Es raro, pero queda una sensación de alivio y hasta de paz cuando sabés que ya no hay marcha atrás. Ya no vas a ser la que fuiste y ahora tenés la enésima oportunidad de ser una mejor versión de vos. Las dudas siguen ahí, la rabia sigue ahí fraguando en algún momento de la tarde, casi después de almuerzo, pero acá ya se instaló el vacío y los desbancó a todos, incluso a él. Dejame ser una muerta feliz. Prefiero eso a volver a creer una sola de sus mentiras. Eso es morir de a poquito. Eso es brujería de alfileres gruesos. Eso es cualquier cosa menos cariño.

Pero, ay... los reproches me han despertado una pereza mortal y yo preciso de energía para seguir mi proceso de resurrección. Así como las muertas y los muertos necesitan descanso para regresar, yo también tengo que volver a dormir sosegada para estar viva, cuando sea posible.

Por mientras voy a partir por un rato indefinido. Quiero salir de la galaxia, si me dan el chance, por supuesto. Aclaro que no es una nota suicida. Ya ratos me morí pero no había tenido el chance de avisar. La muerte es un poco cansada, y aunque no parece, te absorbe mucho tiempo útil. No es fácil andarse muriendo así como así por la vida.
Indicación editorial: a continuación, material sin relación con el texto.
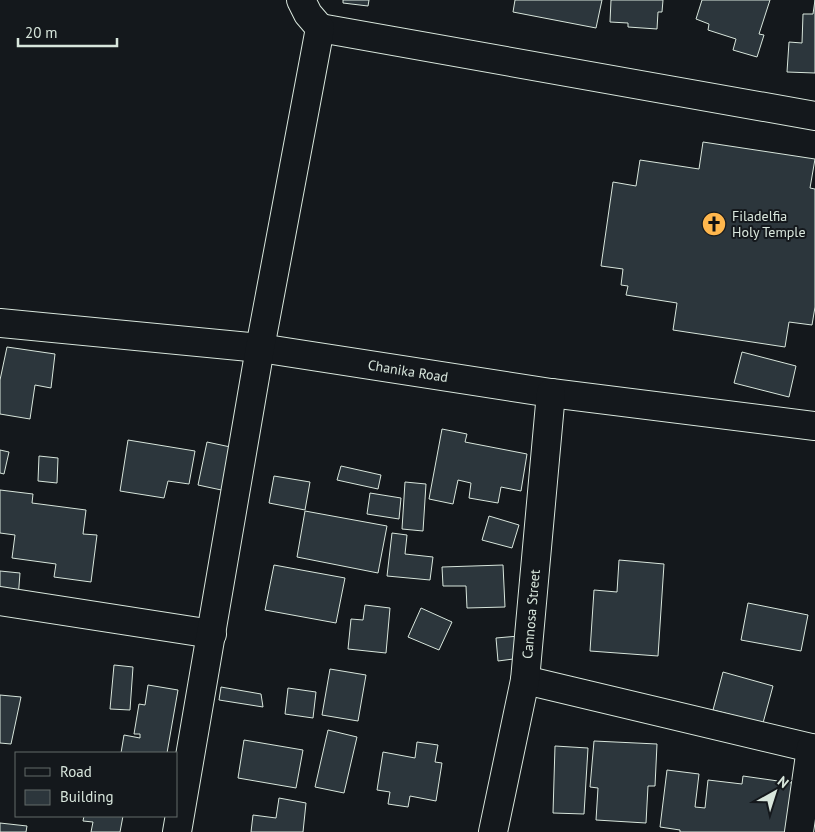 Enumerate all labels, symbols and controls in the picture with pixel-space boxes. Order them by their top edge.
scale bar [18,15,116,47]
text: 20 m [25,23,58,42]
place label: Filadelfia Holy Temple [732,207,806,241]
church icon: Filadelfia Holy Temple [701,211,727,237]
street label: Chanika Road [367,356,449,386]
street label: Cannosa Street [518,568,544,660]
legend [15,752,178,817]
text: Road [60,762,92,781]
north arrow [750,767,800,817]
text: N [774,772,792,792]
text: Building [60,787,114,806]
Esta noche que será interminable, me retiro para seguir durmiendo/muriendo.Voy a disfrutar un rato mi luminoso purgatorio y quizás más tarde, el televisor me acompañe con una propuesta menos despreciable. Estoy realmente cansada. Lo pienso dos veces antes de levantarme para ir a exprimir un par de naranjas a la cocina y evitar un eminente resfriado. ¡Pero ya estoy muerta! Una pinche gripe no me haría nada si soy la Catrina.

Se siente bien morir así, con un pacto especial conmigo misma. Una promesa que sólo yo me podré cumplir. Pero eso sí, ay de mí si dejo que sus manos me vuelvan a tocar. Si yo le abro la puerta de mi casa otra vez, que me entierren parada, por favor. No se puede fallecer dos veces por la misma razón. Es mi deber supremo, entonces, procurar -al menos- morir por algo que sí valga la pena, sin tener que morir.

domingo, 26 de julio de 2015

HASTÍO

El hastío casi nunca es inoportuno. A veces llega en el momento más indicado. Unas dos o tres veces por semana el hastío se duerme y se despierta conmigo. Es como un recordatorio porfiado que me golpea con el dedo índice la cabeza y me dice: ya fue suficiente. Cerrá la puerta con candado y tragate la llave.

Pero lo que no sabe el maldito hastío es que yo puedo ser más tozuda y cabecidura que cualquiera, incluso más que él.

De todas formas, el hastío siempre es bienvenido, sin preguntar quién lo invita, pues al menos de algo o de mucho ha de servir. ¿Qué lo causa? Fácil de adivinar. De por sí vivir en la más grotesca de todas las junglas de este desvergue de mundo, es razón suficiente para caminar con estrés, pero es más que eso, es lo inaudito.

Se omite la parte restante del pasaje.